[YOUR TASK]:
Return every record below exactly; leave out the images.
(ENTRIES SHOWN begins)
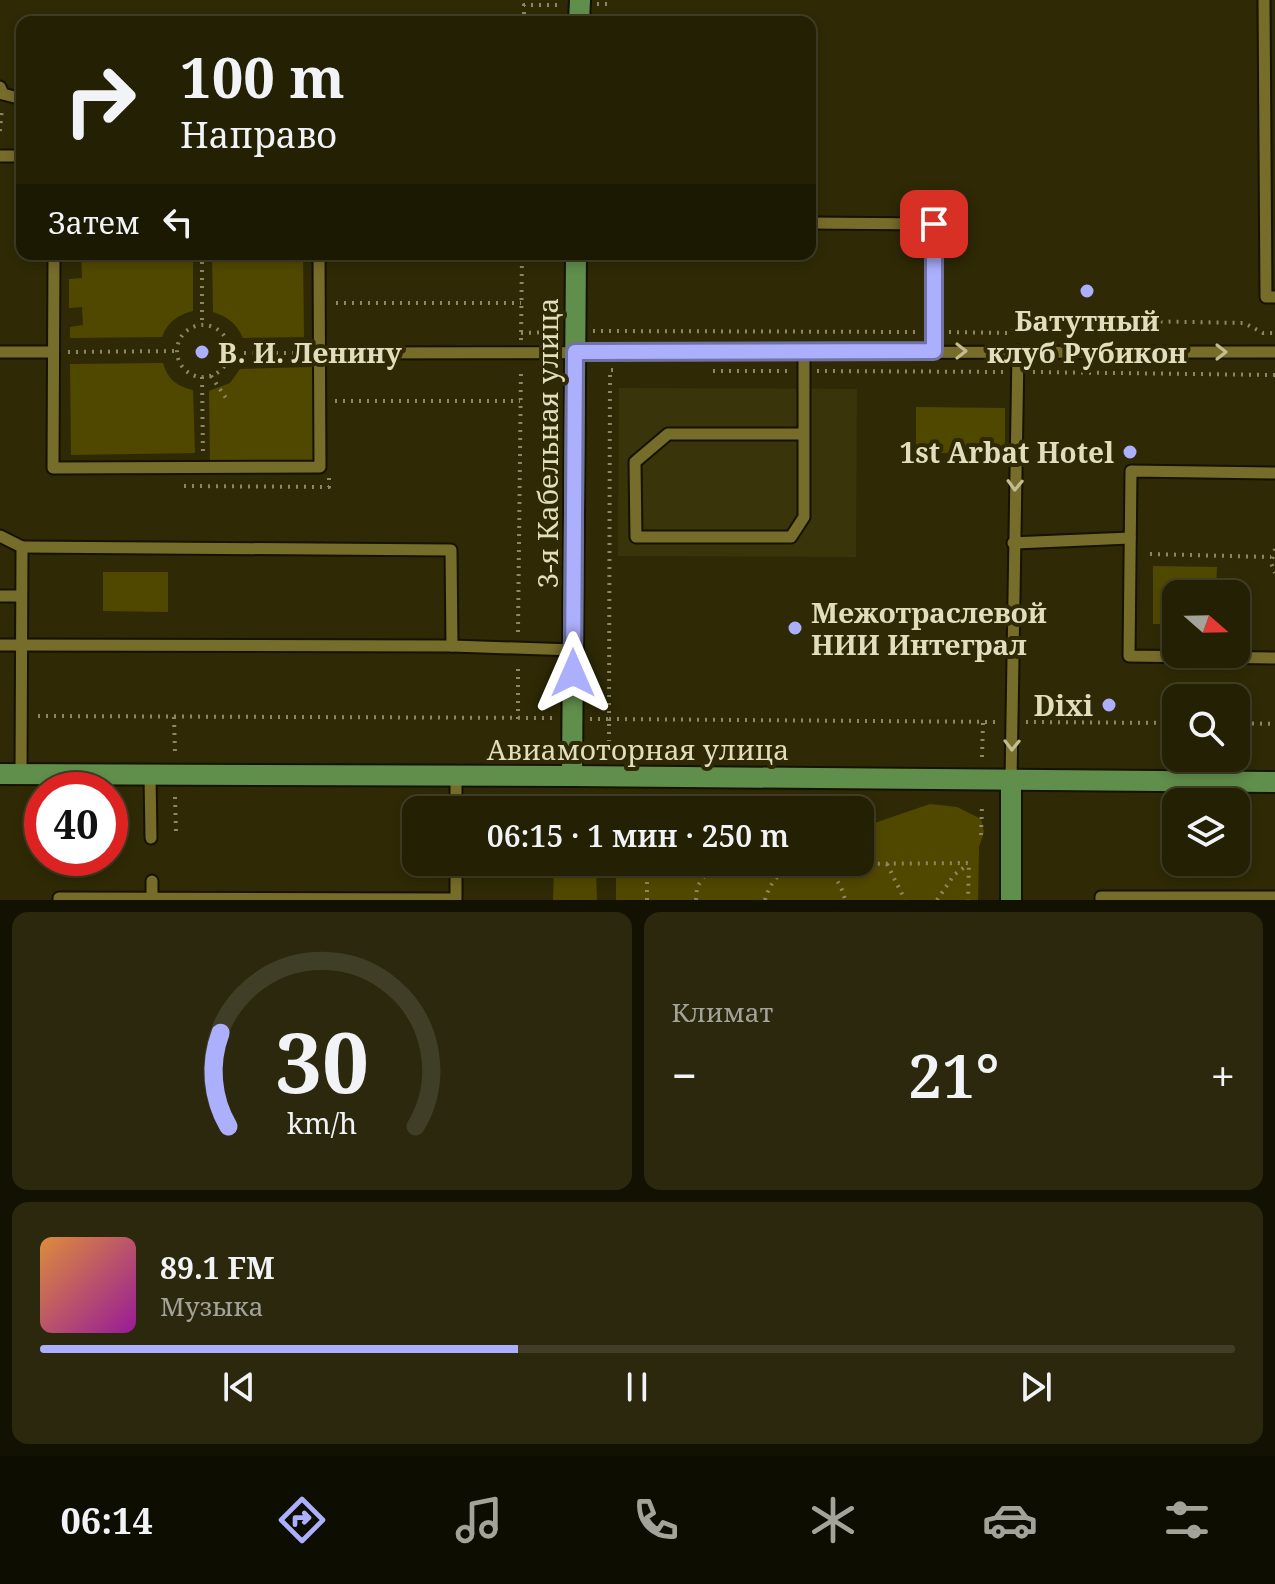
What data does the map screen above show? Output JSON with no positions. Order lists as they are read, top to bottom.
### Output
{
  "streets": {
    "street": ["3-я Кабельная улица", "Авиамоторная улица"]
  },
  "crossings": [
    ["3-я Кабельная улица", "Авиамоторная улица"]
  ],
  "places": [
    "Батутный клуб Рубикон",
    "В. И. Ленину",
    "1st Arbat Hotel",
    "Межотраслевой НИИ Интеграл",
    "Dixi"
  ],
  "north": "right",
  "page": {
    "turn": ["100 m", "Направо"],
    "then": "Затем",
    "limit": "40",
    "trip": "06:15 · 1 мин · 250 m",
    "tile": "Климат",
    "heat": ["−", "21°", "+"],
    "song": ["89.1 FM", "Музыка"],
    "tabs": "06:14",
    "gauge": ["30", "km/h"]
  }
}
(ENTRIES SHOWN ends)
[RESULT OF THE TASK]:
What data does the map screen above show? Output JSON with no positions. Order lists as they are read, top to bottom.
### Output
{
  "streets": {
    "street": ["3-я Кабельная улица", "Авиамоторная улица"]
  },
  "crossings": [
    ["3-я Кабельная улица", "Авиамоторная улица"]
  ],
  "places": [
    "Батутный клуб Рубикон",
    "В. И. Ленину",
    "1st Arbat Hotel",
    "Межотраслевой НИИ Интеграл",
    "Dixi"
  ],
  "north": "right",
  "page": {
    "turn": ["100 m", "Направо"],
    "then": "Затем",
    "limit": "40",
    "trip": "06:15 · 1 мин · 250 m",
    "tile": "Климат",
    "heat": ["−", "21°", "+"],
    "song": ["89.1 FM", "Музыка"],
    "tabs": "06:14",
    "gauge": ["30", "km/h"]
  }
}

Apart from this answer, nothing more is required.